Brief
An exact, complete copy of the data that follows is needed.

= Beginning of Section =

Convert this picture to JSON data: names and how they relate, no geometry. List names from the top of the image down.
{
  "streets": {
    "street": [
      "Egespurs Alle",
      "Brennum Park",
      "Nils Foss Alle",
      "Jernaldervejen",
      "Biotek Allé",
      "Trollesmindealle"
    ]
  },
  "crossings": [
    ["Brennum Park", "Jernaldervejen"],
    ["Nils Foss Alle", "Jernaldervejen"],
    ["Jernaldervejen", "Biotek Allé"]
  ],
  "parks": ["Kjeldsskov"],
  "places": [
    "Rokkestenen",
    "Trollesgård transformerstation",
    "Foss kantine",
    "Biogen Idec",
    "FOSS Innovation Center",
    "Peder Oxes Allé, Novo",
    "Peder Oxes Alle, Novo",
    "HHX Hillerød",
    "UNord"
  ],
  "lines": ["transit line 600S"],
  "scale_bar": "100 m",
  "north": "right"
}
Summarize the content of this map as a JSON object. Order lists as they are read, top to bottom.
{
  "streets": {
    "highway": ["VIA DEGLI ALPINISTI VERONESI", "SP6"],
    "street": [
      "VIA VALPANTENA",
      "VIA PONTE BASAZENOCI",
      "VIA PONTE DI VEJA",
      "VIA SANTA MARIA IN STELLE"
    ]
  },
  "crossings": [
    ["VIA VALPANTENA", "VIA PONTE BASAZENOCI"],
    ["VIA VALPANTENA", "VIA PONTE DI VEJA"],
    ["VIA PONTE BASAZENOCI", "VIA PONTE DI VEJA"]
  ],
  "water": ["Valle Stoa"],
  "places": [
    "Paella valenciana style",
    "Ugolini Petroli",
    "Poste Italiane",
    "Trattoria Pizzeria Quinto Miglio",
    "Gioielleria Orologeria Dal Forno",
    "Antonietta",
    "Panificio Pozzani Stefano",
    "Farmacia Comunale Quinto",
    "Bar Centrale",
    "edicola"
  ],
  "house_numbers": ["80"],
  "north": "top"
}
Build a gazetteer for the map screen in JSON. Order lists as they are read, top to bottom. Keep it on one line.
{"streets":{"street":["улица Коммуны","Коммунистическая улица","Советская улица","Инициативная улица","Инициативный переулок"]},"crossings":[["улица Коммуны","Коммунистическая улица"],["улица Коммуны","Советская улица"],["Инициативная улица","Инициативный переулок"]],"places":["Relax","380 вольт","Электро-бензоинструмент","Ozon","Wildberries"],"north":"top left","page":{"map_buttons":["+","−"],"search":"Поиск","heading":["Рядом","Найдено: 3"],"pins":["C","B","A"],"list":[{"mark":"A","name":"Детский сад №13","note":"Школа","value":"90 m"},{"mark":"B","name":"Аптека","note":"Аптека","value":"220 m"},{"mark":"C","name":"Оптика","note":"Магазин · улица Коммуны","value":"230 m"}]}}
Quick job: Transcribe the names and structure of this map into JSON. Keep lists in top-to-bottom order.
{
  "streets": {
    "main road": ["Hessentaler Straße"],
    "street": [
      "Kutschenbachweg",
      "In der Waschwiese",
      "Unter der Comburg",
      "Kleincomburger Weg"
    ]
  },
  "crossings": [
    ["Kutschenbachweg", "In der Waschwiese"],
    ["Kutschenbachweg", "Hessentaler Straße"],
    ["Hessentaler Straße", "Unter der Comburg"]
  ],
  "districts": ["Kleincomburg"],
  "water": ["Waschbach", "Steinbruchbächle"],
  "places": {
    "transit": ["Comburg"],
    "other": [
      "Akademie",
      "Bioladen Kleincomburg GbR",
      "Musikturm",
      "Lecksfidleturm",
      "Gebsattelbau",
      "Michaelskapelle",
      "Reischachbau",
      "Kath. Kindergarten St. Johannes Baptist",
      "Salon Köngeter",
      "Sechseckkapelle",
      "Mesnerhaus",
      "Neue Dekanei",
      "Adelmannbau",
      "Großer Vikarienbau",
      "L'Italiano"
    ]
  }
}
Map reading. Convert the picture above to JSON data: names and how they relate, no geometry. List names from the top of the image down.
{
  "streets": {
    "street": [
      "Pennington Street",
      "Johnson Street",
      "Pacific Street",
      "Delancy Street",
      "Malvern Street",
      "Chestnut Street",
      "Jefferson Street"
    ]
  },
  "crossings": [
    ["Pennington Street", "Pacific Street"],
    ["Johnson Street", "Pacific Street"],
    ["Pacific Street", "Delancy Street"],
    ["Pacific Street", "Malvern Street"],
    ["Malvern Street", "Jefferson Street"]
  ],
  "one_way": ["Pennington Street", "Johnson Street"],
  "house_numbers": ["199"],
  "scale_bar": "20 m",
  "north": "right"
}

= End of Section =

Exercise solution
Convert this picture to JSON data: names and how they relate, no geometry. List names from the top of the image down.
{
  "streets": {
    "street": [
      "Egespurs Alle",
      "Brennum Park",
      "Nils Foss Alle",
      "Jernaldervejen",
      "Biotek Allé",
      "Trollesmindealle"
    ]
  },
  "crossings": [
    ["Brennum Park", "Jernaldervejen"],
    ["Nils Foss Alle", "Jernaldervejen"],
    ["Jernaldervejen", "Biotek Allé"]
  ],
  "parks": ["Kjeldsskov"],
  "places": [
    "Rokkestenen",
    "Trollesgård transformerstation",
    "Foss kantine",
    "Biogen Idec",
    "FOSS Innovation Center",
    "Peder Oxes Allé, Novo",
    "Peder Oxes Alle, Novo",
    "HHX Hillerød",
    "UNord"
  ],
  "lines": ["transit line 600S"],
  "scale_bar": "100 m",
  "north": "right"
}
Summarize the content of this map as a JSON object. Order lists as they are read, top to bottom.
{
  "streets": {
    "highway": ["VIA DEGLI ALPINISTI VERONESI", "SP6"],
    "street": [
      "VIA VALPANTENA",
      "VIA PONTE BASAZENOCI",
      "VIA PONTE DI VEJA",
      "VIA SANTA MARIA IN STELLE"
    ]
  },
  "crossings": [
    ["VIA VALPANTENA", "VIA PONTE BASAZENOCI"],
    ["VIA VALPANTENA", "VIA PONTE DI VEJA"],
    ["VIA PONTE BASAZENOCI", "VIA PONTE DI VEJA"]
  ],
  "water": ["Valle Stoa"],
  "places": [
    "Paella valenciana style",
    "Ugolini Petroli",
    "Poste Italiane",
    "Trattoria Pizzeria Quinto Miglio",
    "Gioielleria Orologeria Dal Forno",
    "Antonietta",
    "Panificio Pozzani Stefano",
    "Farmacia Comunale Quinto",
    "Bar Centrale",
    "edicola"
  ],
  "house_numbers": ["80"],
  "north": "top"
}
Build a gazetteer for the map screen in JSON. Order lists as they are read, top to bottom. Keep it on one line.
{"streets":{"street":["улица Коммуны","Коммунистическая улица","Советская улица","Инициативная улица","Инициативный переулок"]},"crossings":[["улица Коммуны","Коммунистическая улица"],["улица Коммуны","Советская улица"],["Инициативная улица","Инициативный переулок"]],"places":["Relax","380 вольт","Электро-бензоинструмент","Ozon","Wildberries"],"north":"top left","page":{"map_buttons":["+","−"],"search":"Поиск","heading":["Рядом","Найдено: 3"],"pins":["C","B","A"],"list":[{"mark":"A","name":"Детский сад №13","note":"Школа","value":"90 m"},{"mark":"B","name":"Аптека","note":"Аптека","value":"220 m"},{"mark":"C","name":"Оптика","note":"Магазин · улица Коммуны","value":"230 m"}]}}
Quick job: Transcribe the names and structure of this map into JSON. Keep lists in top-to-bottom order.
{
  "streets": {
    "main road": ["Hessentaler Straße"],
    "street": [
      "Kutschenbachweg",
      "In der Waschwiese",
      "Unter der Comburg",
      "Kleincomburger Weg"
    ]
  },
  "crossings": [
    ["Kutschenbachweg", "In der Waschwiese"],
    ["Kutschenbachweg", "Hessentaler Straße"],
    ["Hessentaler Straße", "Unter der Comburg"]
  ],
  "districts": ["Kleincomburg"],
  "water": ["Waschbach", "Steinbruchbächle"],
  "places": {
    "transit": ["Comburg"],
    "other": [
      "Akademie",
      "Bioladen Kleincomburg GbR",
      "Musikturm",
      "Lecksfidleturm",
      "Gebsattelbau",
      "Michaelskapelle",
      "Reischachbau",
      "Kath. Kindergarten St. Johannes Baptist",
      "Salon Köngeter",
      "Sechseckkapelle",
      "Mesnerhaus",
      "Neue Dekanei",
      "Adelmannbau",
      "Großer Vikarienbau",
      "L'Italiano"
    ]
  }
}
Map reading. Convert the picture above to JSON data: names and how they relate, no geometry. List names from the top of the image down.
{
  "streets": {
    "street": [
      "Pennington Street",
      "Johnson Street",
      "Pacific Street",
      "Delancy Street",
      "Malvern Street",
      "Chestnut Street",
      "Jefferson Street"
    ]
  },
  "crossings": [
    ["Pennington Street", "Pacific Street"],
    ["Johnson Street", "Pacific Street"],
    ["Pacific Street", "Delancy Street"],
    ["Pacific Street", "Malvern Street"],
    ["Malvern Street", "Jefferson Street"]
  ],
  "one_way": ["Pennington Street", "Johnson Street"],
  "house_numbers": ["199"],
  "scale_bar": "20 m",
  "north": "right"
}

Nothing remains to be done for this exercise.